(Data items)
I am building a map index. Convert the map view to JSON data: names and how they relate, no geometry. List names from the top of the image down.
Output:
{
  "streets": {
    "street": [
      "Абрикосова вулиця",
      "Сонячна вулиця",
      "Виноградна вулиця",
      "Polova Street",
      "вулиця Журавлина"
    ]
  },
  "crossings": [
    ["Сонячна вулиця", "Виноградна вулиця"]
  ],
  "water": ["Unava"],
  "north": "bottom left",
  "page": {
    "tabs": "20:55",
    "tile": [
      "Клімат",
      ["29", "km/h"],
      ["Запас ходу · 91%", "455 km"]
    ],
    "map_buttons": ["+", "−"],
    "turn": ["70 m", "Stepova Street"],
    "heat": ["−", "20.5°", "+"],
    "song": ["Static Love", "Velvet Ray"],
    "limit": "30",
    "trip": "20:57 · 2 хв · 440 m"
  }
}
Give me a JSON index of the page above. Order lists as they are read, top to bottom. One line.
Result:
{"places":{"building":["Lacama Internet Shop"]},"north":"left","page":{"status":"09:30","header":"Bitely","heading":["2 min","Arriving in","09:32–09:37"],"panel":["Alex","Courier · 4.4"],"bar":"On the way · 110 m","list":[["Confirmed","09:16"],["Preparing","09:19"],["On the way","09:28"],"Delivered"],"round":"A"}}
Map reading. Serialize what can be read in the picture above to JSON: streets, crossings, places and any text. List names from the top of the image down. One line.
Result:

▸ YOUR GOAL: Retype every record above exactly as it appears.

▸ RESPONSE AREA:
I am building a map index. Convert the map view to JSON data: names and how they relate, no geometry. List names from the top of the image down.
Output:
{
  "streets": {
    "street": [
      "Абрикосова вулиця",
      "Сонячна вулиця",
      "Виноградна вулиця",
      "Polova Street",
      "вулиця Журавлина"
    ]
  },
  "crossings": [
    ["Сонячна вулиця", "Виноградна вулиця"]
  ],
  "water": ["Unava"],
  "north": "bottom left",
  "page": {
    "tabs": "20:55",
    "tile": [
      "Клімат",
      ["29", "km/h"],
      ["Запас ходу · 91%", "455 km"]
    ],
    "map_buttons": ["+", "−"],
    "turn": ["70 m", "Stepova Street"],
    "heat": ["−", "20.5°", "+"],
    "song": ["Static Love", "Velvet Ray"],
    "limit": "30",
    "trip": "20:57 · 2 хв · 440 m"
  }
}
Give me a JSON index of the page above. Order lists as they are read, top to bottom. One line.
Result:
{"places":{"building":["Lacama Internet Shop"]},"north":"left","page":{"status":"09:30","header":"Bitely","heading":["2 min","Arriving in","09:32–09:37"],"panel":["Alex","Courier · 4.4"],"bar":"On the way · 110 m","list":[["Confirmed","09:16"],["Preparing","09:19"],["On the way","09:28"],"Delivered"],"round":"A"}}
Map reading. Serialize what can be read in the picture above to JSON: streets, crossings, places and any text. List names from the top of the image down. One line.
Result:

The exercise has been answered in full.